§ **TRY IT**
Write out every line exactly, from the start of the records below to the line with "position:absolute; translate:-50% -60px;", and stop there. Don't write out the pictures.

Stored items
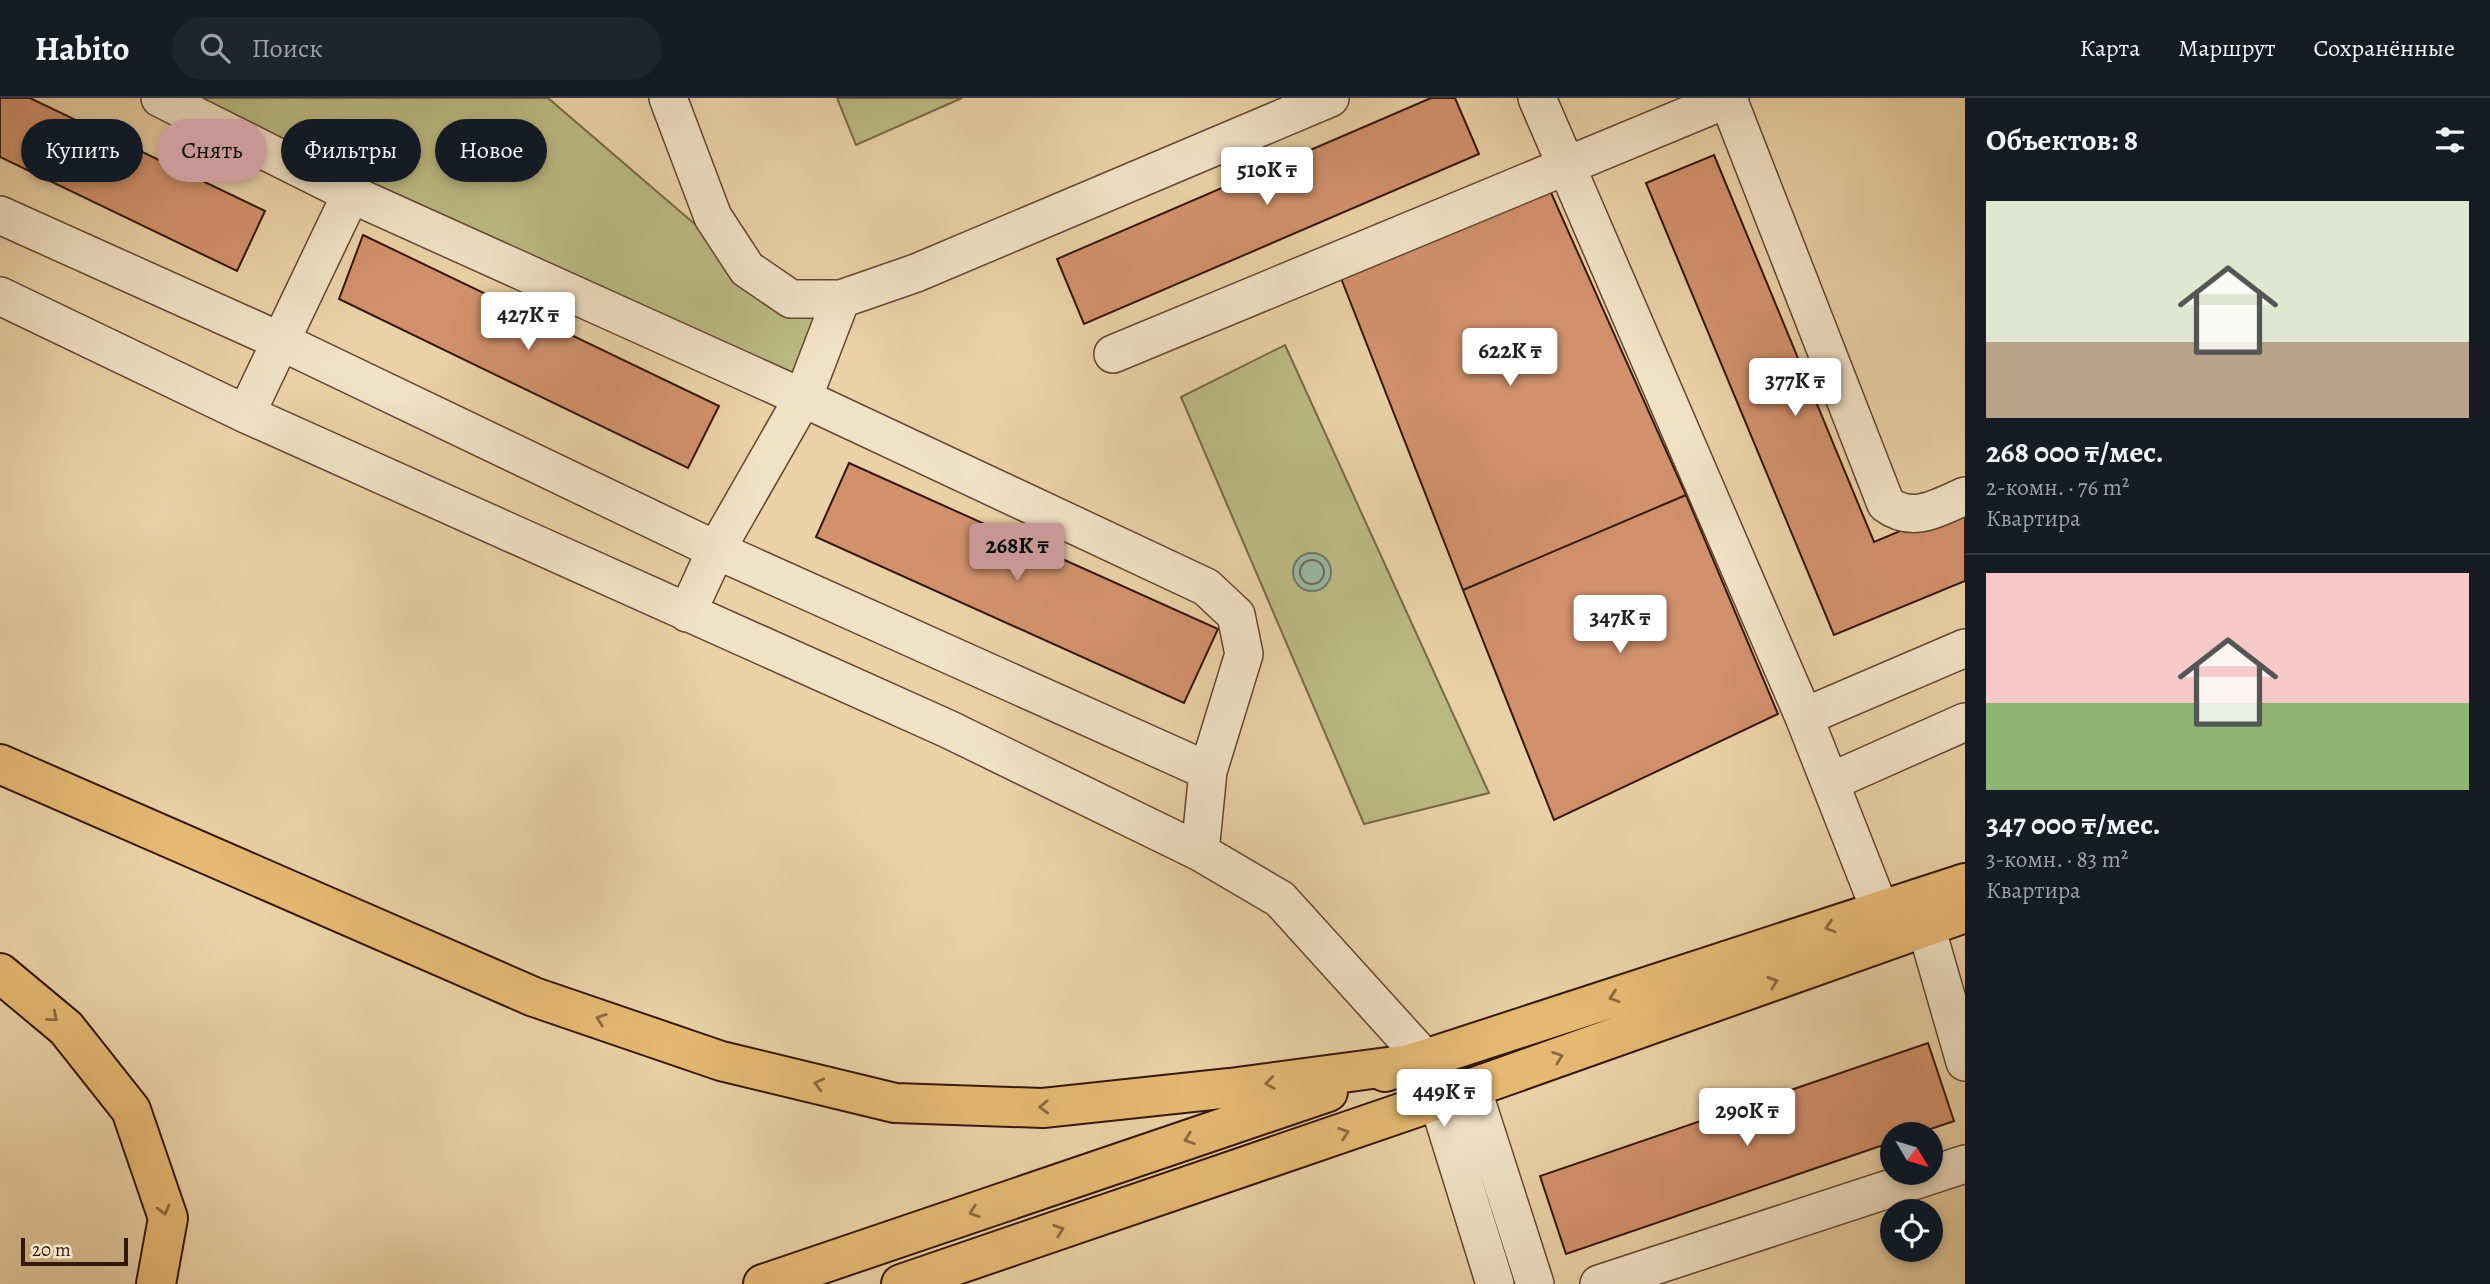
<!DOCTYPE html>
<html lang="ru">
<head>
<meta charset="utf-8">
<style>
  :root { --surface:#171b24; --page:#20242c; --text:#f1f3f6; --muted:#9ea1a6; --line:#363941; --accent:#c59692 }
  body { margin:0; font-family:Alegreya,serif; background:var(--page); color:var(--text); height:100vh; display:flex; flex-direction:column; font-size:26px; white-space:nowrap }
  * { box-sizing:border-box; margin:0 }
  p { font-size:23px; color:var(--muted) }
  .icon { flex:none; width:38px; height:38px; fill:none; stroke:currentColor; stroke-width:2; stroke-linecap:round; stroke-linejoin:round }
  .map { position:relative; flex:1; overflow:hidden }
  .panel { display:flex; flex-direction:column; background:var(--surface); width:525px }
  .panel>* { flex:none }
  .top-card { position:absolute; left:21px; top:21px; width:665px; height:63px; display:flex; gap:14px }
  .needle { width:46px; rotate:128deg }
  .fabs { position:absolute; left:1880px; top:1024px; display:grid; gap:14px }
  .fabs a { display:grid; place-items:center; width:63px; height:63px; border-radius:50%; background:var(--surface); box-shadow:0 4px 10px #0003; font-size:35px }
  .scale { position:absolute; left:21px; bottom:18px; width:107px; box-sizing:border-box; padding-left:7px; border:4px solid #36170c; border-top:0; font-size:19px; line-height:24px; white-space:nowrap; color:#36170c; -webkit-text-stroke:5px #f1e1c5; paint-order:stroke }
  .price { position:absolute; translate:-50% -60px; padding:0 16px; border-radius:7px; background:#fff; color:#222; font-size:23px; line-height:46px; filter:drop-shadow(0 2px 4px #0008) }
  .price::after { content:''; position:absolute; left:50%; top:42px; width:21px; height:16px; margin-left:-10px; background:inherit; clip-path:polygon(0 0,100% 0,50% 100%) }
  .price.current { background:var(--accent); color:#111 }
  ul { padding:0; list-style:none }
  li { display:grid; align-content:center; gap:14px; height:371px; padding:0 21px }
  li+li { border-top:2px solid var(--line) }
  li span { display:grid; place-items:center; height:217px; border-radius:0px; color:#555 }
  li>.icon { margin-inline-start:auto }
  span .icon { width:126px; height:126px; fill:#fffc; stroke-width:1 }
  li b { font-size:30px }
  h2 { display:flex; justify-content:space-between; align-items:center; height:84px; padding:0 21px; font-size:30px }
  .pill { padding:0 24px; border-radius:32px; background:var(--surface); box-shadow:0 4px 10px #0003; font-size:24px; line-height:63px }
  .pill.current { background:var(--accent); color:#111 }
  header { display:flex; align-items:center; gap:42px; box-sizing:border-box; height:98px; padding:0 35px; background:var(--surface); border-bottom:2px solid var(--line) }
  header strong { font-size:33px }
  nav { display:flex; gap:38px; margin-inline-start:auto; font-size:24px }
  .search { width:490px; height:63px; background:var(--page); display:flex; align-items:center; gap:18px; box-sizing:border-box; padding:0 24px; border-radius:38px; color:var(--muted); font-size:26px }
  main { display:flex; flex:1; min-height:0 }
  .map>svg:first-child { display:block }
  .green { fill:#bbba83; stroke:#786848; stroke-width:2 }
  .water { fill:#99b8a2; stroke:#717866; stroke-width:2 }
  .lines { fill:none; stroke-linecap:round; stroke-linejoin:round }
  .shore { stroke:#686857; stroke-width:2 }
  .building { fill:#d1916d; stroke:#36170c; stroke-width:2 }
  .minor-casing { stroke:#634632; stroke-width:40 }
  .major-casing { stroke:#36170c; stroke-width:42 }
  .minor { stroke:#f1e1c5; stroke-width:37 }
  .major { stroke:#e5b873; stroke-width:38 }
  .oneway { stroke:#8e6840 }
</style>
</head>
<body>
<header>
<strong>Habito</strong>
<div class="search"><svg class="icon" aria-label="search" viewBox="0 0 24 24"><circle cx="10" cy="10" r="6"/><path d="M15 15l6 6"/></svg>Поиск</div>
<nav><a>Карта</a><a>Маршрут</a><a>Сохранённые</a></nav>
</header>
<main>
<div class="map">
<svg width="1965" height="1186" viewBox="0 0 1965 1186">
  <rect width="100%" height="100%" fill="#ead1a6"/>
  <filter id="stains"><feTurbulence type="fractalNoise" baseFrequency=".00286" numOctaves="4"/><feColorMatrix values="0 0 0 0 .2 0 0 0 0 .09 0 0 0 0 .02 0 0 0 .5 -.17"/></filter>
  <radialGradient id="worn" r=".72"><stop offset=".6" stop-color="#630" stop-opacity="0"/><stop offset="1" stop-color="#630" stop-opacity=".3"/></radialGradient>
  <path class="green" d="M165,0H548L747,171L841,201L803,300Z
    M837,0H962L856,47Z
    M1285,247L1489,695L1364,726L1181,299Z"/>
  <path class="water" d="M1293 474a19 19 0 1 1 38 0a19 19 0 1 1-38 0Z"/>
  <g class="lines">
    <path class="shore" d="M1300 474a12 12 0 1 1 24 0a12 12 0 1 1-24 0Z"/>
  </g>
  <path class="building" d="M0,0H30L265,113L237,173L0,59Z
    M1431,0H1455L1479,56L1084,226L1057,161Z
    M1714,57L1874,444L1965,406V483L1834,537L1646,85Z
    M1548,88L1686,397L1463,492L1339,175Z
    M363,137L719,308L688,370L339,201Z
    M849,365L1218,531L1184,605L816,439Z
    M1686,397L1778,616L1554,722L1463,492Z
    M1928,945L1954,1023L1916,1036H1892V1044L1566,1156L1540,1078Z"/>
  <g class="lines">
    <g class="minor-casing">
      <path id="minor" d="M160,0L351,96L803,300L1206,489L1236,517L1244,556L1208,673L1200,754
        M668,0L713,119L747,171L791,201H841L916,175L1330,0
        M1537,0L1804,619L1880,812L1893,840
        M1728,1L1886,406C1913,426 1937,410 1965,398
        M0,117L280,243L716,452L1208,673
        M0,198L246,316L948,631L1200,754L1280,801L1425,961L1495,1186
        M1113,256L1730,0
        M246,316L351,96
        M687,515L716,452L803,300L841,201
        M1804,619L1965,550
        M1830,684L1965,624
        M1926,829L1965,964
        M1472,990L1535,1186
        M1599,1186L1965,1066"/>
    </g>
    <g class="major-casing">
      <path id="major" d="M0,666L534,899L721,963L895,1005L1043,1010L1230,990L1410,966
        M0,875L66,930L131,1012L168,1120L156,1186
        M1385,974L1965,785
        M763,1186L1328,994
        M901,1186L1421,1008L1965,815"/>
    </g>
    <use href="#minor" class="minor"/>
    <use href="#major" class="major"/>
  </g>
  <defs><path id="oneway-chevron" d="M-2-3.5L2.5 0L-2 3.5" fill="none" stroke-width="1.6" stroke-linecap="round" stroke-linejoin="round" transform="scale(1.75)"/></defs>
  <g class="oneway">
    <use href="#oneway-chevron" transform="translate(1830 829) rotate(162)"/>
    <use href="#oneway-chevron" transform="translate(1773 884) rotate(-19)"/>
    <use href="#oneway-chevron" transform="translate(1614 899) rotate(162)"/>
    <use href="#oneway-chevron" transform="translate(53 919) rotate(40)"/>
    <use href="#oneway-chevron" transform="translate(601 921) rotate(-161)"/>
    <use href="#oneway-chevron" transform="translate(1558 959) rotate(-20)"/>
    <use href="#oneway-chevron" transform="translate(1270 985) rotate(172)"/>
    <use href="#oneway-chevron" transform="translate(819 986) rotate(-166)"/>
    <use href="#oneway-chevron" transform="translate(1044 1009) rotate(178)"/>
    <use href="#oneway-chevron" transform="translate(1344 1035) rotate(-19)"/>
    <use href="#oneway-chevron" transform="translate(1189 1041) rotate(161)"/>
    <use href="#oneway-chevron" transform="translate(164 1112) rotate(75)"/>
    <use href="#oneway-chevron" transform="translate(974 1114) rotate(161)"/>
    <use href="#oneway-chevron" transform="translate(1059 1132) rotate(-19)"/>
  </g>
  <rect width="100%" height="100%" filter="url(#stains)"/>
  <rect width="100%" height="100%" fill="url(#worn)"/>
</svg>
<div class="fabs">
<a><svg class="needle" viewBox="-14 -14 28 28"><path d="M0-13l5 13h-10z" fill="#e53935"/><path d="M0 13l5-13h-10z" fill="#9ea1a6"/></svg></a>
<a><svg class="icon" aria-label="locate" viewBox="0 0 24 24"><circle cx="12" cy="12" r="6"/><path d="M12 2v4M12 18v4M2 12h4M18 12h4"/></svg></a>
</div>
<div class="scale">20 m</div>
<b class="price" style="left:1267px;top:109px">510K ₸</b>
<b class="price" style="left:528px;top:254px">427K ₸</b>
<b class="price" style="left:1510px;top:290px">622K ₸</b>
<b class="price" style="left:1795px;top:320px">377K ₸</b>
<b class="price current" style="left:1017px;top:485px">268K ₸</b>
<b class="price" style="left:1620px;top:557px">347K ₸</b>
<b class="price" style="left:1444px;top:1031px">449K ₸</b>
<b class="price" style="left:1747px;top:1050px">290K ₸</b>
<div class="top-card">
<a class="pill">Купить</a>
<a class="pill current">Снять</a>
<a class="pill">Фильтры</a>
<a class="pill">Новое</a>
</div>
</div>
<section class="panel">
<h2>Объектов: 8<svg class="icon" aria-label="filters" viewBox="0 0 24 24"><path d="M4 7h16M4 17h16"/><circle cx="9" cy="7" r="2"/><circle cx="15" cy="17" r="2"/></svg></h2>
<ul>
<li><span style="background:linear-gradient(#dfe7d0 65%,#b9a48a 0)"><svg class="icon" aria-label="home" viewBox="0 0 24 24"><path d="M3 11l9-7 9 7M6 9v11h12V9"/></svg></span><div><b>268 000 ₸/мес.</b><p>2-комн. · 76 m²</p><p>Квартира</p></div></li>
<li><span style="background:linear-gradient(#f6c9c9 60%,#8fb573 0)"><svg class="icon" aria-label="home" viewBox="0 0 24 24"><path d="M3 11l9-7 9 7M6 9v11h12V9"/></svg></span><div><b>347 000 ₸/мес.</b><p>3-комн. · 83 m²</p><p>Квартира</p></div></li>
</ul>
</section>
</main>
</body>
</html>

§ **SOLUTION TO THIS EXERCISE**
<!DOCTYPE html>
<html lang="ru">
<head>
<meta charset="utf-8">
<style>
  :root { --surface:#171b24; --page:#20242c; --text:#f1f3f6; --muted:#9ea1a6; --line:#363941; --accent:#c59692 }
  body { margin:0; font-family:Alegreya,serif; background:var(--page); color:var(--text); height:100vh; display:flex; flex-direction:column; font-size:26px; white-space:nowrap }
  * { box-sizing:border-box; margin:0 }
  p { font-size:23px; color:var(--muted) }
  .icon { flex:none; width:38px; height:38px; fill:none; stroke:currentColor; stroke-width:2; stroke-linecap:round; stroke-linejoin:round }
  .map { position:relative; flex:1; overflow:hidden }
  .panel { display:flex; flex-direction:column; background:var(--surface); width:525px }
  .panel>* { flex:none }
  .top-card { position:absolute; left:21px; top:21px; width:665px; height:63px; display:flex; gap:14px }
  .needle { width:46px; rotate:128deg }
  .fabs { position:absolute; left:1880px; top:1024px; display:grid; gap:14px }
  .fabs a { display:grid; place-items:center; width:63px; height:63px; border-radius:50%; background:var(--surface); box-shadow:0 4px 10px #0003; font-size:35px }
  .scale { position:absolute; left:21px; bottom:18px; width:107px; box-sizing:border-box; padding-left:7px; border:4px solid #36170c; border-top:0; font-size:19px; line-height:24px; white-space:nowrap; color:#36170c; -webkit-text-stroke:5px #f1e1c5; paint-order:stroke }
  .price { position:absolute; translate:-50% -60px; padding:0 16px; border-radius:7px; background:#fff; color:#222; font-size:23px; line-height:46px; filter:drop-shadow(0 2px 4px #0008) }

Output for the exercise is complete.